Go over the data below and say how many lines hold the word "querySelector". Only the number is needed.

* Recorded data:
^^^^^^^^^^^^^^^^

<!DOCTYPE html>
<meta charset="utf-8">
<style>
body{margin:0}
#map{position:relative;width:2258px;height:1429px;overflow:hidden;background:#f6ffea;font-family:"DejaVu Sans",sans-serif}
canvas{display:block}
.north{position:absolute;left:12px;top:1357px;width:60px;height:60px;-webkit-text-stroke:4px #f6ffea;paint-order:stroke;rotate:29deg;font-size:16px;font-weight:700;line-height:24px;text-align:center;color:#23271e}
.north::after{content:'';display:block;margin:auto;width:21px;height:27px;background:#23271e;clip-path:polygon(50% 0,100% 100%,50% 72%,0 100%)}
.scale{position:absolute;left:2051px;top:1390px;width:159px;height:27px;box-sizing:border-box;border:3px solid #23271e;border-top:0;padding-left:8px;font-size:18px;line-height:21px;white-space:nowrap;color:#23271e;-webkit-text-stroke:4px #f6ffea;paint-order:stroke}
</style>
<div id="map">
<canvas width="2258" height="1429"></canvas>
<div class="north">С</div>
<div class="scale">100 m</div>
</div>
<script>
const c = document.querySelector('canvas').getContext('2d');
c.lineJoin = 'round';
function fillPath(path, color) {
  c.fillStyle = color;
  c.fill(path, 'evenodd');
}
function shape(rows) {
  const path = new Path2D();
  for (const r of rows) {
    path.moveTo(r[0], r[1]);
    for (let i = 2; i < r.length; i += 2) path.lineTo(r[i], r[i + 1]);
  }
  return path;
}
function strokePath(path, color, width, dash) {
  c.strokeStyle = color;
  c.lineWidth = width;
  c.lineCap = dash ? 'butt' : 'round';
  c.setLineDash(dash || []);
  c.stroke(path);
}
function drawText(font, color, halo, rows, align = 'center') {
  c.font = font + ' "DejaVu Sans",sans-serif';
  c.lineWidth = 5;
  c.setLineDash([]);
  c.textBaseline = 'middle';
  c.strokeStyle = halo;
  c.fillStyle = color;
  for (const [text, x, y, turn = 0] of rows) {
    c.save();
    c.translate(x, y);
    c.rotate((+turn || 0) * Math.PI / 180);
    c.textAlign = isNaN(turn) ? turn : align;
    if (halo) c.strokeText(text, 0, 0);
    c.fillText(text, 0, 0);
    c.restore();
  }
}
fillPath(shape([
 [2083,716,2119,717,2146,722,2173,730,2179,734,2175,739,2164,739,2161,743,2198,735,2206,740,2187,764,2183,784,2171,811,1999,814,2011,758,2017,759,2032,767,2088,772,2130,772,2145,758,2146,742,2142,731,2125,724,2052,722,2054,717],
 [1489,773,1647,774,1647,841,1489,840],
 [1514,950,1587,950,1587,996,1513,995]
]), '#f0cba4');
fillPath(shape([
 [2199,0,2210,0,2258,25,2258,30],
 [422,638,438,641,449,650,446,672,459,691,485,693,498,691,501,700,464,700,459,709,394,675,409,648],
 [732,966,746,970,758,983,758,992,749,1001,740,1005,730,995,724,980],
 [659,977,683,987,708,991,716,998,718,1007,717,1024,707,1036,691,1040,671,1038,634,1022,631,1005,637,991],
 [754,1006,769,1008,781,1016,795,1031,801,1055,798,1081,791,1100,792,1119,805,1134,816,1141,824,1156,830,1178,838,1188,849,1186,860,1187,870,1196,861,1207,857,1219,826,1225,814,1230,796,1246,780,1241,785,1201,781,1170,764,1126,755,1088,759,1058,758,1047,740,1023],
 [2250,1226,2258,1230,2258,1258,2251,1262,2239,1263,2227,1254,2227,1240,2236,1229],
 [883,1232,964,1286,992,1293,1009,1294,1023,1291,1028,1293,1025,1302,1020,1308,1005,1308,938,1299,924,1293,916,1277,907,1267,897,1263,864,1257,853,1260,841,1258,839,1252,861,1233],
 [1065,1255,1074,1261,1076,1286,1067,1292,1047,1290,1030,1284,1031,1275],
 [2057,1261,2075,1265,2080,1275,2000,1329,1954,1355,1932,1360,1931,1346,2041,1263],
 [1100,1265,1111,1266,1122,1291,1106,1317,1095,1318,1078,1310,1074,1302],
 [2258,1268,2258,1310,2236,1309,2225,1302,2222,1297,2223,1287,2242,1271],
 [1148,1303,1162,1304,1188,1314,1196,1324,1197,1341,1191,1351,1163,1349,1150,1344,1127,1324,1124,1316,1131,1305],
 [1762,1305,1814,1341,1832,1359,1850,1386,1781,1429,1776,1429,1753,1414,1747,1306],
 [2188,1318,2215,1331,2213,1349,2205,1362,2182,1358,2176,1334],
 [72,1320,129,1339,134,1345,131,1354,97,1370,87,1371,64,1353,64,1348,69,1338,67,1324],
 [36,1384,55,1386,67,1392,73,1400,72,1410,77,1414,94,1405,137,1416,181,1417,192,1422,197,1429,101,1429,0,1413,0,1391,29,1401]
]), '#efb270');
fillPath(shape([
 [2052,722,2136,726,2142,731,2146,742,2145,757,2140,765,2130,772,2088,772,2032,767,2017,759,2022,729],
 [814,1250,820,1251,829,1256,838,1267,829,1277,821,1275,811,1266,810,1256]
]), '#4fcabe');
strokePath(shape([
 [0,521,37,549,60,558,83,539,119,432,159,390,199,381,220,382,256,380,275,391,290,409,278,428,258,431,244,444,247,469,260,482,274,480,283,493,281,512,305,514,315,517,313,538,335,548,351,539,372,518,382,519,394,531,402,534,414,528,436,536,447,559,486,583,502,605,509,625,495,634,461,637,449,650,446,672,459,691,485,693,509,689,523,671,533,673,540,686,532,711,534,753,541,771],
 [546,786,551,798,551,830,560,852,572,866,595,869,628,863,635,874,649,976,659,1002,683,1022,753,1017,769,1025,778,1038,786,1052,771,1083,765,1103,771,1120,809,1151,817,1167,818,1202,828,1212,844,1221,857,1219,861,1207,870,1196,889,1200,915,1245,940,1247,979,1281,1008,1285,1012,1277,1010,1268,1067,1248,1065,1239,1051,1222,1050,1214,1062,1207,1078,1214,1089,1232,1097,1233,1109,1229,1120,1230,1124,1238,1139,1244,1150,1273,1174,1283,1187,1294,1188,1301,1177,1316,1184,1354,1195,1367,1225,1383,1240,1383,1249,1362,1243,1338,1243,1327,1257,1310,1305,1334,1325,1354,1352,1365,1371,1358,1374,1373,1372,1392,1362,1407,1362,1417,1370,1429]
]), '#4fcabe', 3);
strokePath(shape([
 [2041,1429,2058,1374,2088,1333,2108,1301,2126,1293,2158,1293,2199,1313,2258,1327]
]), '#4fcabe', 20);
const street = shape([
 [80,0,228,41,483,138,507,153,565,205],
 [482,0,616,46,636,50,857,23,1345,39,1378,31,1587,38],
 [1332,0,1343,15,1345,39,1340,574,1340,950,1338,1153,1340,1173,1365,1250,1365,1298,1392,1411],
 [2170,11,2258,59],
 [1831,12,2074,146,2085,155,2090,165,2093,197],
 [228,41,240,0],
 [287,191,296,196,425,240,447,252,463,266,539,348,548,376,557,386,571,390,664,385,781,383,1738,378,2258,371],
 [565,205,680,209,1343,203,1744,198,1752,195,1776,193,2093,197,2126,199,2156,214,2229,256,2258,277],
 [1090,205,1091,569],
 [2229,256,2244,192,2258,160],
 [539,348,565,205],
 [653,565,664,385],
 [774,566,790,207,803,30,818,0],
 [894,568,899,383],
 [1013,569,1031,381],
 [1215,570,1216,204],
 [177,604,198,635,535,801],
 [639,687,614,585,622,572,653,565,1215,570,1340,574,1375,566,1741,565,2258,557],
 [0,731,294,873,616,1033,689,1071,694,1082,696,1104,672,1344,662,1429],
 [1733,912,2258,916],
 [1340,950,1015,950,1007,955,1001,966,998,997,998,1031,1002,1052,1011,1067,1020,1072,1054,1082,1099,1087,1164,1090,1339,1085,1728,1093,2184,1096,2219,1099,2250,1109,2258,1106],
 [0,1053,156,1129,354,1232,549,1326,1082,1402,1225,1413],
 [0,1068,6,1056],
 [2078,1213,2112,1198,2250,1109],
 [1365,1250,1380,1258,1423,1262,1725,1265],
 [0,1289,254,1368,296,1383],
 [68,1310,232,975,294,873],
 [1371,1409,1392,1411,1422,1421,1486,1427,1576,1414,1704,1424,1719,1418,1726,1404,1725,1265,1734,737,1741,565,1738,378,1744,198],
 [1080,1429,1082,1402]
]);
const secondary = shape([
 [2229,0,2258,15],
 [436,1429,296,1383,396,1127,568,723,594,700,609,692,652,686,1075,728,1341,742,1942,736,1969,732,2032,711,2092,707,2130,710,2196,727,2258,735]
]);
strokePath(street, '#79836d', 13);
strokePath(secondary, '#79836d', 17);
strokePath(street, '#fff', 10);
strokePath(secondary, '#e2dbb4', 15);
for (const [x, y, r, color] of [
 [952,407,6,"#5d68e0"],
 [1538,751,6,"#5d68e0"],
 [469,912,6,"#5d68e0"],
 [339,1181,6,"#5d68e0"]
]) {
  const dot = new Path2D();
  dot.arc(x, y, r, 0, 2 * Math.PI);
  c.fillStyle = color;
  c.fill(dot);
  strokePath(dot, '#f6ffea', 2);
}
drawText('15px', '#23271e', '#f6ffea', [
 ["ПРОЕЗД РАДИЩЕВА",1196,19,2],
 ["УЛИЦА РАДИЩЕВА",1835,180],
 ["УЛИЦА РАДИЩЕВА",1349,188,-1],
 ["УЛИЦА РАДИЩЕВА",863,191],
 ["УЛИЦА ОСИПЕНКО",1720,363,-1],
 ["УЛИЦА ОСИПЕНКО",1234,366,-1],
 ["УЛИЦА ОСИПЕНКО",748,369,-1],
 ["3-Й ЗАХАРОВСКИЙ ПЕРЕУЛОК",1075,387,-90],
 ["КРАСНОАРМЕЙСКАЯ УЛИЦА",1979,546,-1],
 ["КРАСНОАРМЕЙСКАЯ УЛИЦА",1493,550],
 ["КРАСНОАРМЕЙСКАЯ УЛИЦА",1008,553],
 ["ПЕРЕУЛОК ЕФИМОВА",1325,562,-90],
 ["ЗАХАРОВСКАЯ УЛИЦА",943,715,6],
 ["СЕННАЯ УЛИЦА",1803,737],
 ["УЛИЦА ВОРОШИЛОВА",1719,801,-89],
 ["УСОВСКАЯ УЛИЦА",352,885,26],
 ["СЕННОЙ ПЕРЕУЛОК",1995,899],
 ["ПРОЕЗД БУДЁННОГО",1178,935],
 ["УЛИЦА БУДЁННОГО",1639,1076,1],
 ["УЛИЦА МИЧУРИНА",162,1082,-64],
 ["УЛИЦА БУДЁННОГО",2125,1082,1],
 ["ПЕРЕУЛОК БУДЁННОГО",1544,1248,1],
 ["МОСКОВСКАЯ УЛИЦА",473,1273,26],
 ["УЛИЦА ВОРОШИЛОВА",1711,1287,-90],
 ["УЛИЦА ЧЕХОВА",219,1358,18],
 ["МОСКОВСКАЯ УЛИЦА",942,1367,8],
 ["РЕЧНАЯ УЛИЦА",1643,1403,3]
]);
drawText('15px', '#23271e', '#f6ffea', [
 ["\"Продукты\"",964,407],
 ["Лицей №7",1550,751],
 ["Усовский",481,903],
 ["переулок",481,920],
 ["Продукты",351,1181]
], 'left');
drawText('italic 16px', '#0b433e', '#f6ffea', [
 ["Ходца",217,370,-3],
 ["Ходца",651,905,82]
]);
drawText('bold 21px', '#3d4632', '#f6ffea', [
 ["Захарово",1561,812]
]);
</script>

^^^^^^^^^^^^^^^^

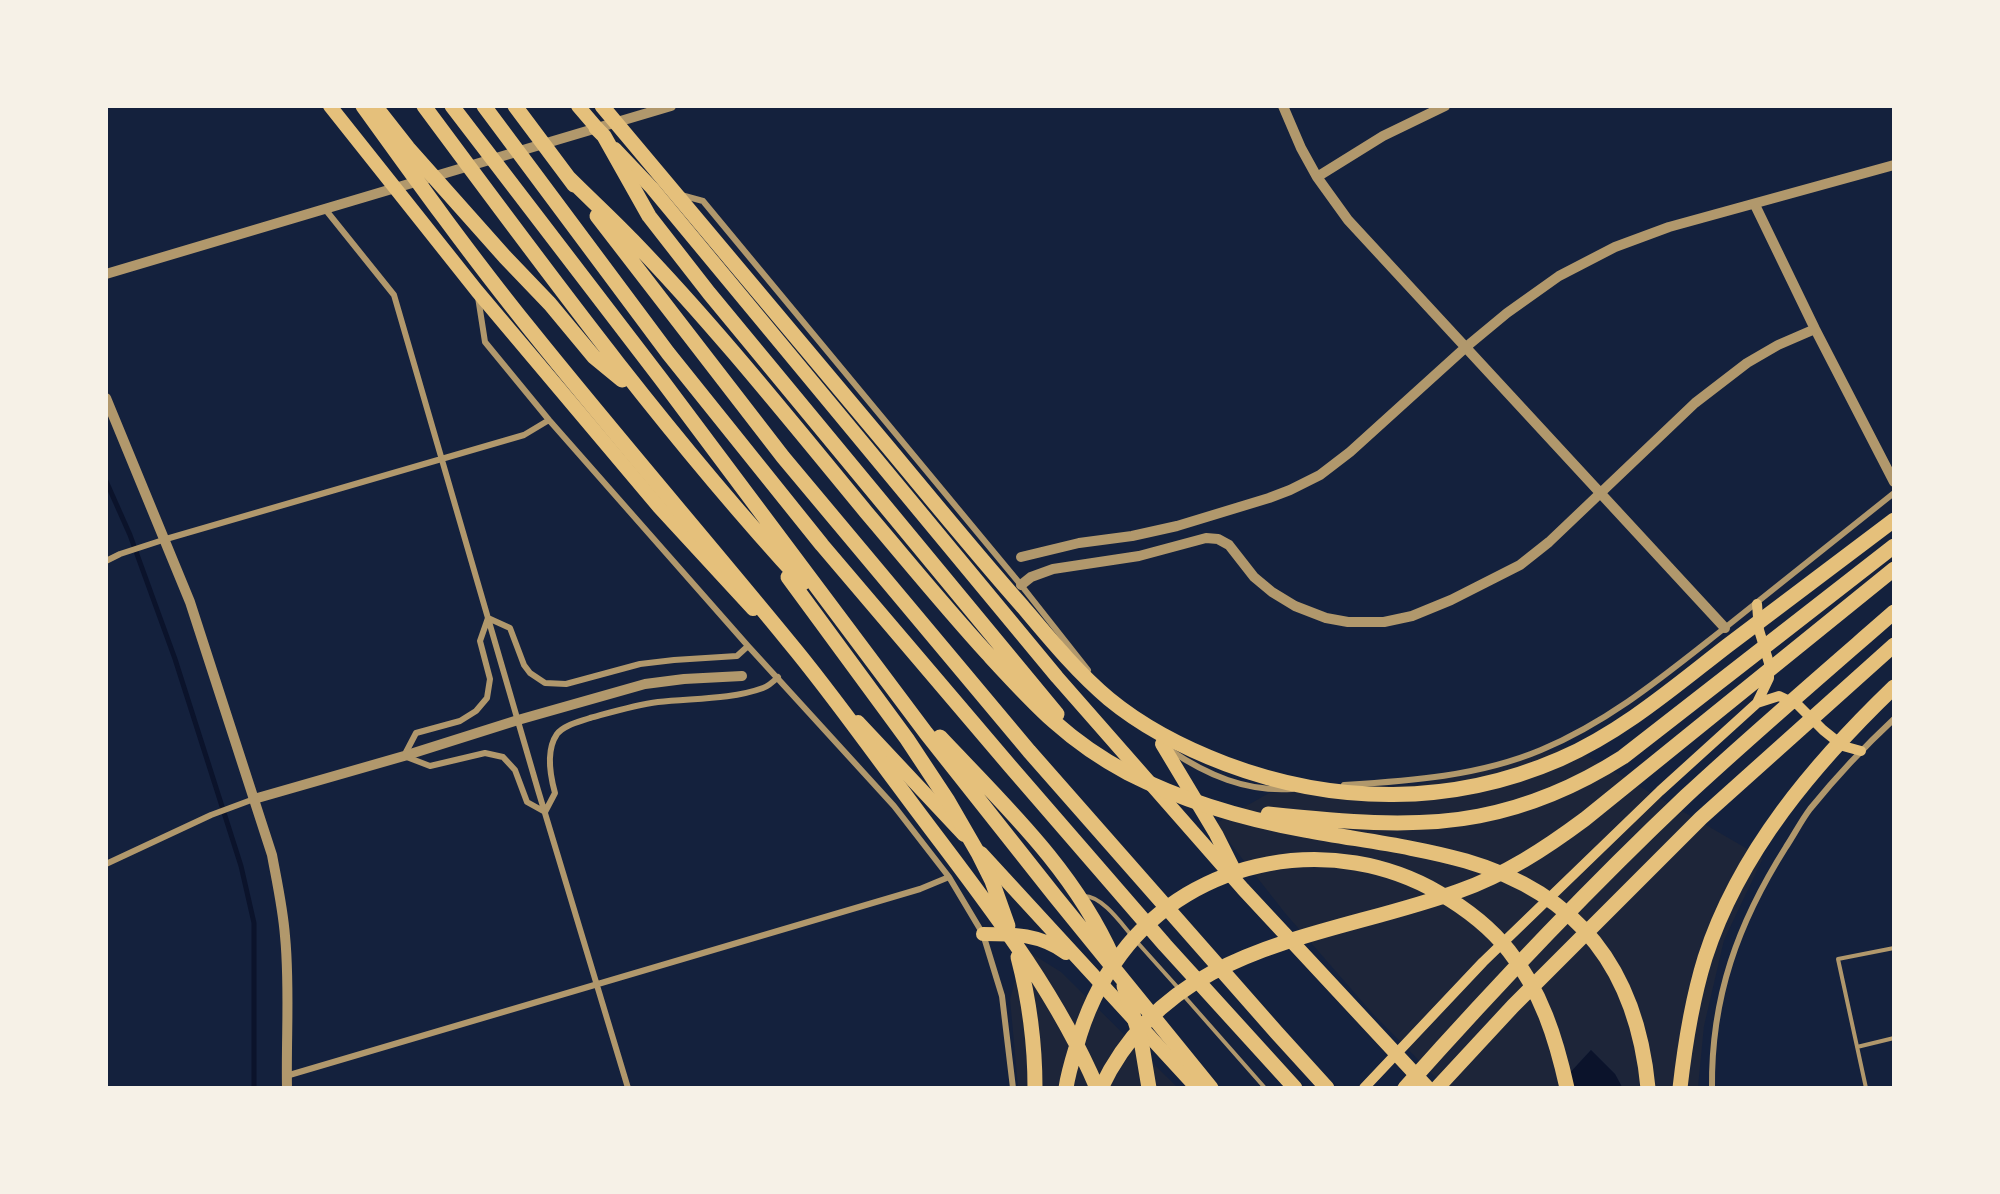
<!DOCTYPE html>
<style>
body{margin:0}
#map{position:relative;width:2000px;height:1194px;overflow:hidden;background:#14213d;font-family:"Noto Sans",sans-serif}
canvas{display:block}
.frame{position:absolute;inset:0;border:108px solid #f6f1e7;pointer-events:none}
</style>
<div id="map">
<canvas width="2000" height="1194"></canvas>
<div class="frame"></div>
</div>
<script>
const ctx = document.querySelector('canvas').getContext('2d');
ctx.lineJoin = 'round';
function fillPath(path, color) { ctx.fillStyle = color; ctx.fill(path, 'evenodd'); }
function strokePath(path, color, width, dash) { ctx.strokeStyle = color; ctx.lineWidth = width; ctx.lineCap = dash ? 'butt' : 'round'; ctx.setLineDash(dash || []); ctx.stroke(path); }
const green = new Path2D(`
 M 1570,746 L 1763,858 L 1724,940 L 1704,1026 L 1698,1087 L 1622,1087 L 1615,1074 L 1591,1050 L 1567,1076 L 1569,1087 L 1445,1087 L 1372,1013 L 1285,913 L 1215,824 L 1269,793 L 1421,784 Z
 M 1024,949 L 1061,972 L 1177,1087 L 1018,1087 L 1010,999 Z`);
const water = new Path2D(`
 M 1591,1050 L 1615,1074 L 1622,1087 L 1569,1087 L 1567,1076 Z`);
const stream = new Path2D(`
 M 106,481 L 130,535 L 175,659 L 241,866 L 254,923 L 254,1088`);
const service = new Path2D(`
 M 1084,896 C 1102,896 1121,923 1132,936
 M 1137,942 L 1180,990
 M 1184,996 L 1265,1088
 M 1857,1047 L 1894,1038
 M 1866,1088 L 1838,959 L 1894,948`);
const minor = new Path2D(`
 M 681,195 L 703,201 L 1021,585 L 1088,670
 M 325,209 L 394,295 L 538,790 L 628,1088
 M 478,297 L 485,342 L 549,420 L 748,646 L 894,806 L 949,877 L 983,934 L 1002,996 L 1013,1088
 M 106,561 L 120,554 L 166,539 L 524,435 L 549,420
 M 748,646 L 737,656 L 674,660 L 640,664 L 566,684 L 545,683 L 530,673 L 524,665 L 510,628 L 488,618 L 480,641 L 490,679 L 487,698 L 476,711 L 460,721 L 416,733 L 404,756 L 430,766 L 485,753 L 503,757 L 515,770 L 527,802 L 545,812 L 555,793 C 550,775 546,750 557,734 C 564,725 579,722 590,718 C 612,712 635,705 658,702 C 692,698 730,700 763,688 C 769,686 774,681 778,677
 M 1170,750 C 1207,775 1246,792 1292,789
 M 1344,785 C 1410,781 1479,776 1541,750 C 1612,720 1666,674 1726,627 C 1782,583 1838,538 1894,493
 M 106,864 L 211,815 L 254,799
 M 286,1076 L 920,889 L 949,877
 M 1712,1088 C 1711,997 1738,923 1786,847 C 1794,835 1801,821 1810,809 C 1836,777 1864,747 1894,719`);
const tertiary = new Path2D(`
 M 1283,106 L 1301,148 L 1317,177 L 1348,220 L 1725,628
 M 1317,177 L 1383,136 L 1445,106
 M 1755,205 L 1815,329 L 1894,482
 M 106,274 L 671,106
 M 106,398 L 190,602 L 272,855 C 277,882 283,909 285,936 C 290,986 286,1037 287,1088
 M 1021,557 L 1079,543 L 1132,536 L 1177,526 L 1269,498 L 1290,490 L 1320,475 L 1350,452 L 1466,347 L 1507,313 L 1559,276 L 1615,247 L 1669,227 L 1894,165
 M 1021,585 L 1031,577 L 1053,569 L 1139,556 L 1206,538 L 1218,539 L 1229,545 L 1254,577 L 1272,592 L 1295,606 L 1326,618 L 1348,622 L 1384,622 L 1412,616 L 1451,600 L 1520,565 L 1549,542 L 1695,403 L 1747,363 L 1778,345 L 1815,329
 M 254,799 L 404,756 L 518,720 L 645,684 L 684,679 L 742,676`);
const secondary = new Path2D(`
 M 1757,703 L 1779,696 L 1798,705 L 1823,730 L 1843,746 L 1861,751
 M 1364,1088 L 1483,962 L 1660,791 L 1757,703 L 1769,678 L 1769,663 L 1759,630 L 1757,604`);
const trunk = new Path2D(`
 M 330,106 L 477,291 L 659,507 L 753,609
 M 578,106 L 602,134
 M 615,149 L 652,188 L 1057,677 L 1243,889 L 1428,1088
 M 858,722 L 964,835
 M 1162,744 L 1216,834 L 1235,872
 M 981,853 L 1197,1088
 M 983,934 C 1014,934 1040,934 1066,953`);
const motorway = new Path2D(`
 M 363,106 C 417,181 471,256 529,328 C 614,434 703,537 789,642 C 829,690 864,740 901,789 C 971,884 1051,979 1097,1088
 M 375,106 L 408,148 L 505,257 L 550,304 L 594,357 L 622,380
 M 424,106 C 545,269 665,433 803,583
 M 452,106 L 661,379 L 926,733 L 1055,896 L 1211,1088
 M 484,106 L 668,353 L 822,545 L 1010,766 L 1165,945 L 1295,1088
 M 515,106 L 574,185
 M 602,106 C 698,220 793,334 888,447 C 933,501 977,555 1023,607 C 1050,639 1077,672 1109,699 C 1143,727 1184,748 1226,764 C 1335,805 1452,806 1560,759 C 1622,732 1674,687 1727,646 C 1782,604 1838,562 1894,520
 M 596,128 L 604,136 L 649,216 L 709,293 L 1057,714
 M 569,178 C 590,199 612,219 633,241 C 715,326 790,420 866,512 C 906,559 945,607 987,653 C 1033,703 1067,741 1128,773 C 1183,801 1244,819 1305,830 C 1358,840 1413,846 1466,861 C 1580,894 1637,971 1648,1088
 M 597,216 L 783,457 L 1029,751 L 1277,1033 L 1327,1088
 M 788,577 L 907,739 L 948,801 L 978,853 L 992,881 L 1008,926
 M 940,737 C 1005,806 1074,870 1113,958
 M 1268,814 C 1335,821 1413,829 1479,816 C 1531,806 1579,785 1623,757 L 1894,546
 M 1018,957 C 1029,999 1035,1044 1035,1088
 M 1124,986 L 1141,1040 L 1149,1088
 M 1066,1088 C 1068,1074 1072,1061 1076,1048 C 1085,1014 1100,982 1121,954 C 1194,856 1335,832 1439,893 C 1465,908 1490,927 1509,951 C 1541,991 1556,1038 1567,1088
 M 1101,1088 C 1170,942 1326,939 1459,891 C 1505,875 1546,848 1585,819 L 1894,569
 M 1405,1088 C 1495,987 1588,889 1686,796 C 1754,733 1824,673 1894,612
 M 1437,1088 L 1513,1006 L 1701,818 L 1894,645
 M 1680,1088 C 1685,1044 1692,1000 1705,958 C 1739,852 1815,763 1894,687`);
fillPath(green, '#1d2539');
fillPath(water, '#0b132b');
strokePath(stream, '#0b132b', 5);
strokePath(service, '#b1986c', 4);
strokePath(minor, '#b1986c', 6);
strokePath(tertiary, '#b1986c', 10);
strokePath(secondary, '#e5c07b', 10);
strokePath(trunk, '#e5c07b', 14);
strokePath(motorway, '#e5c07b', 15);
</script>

^^^^^^^^^^^^^^^^

* Answer space: 2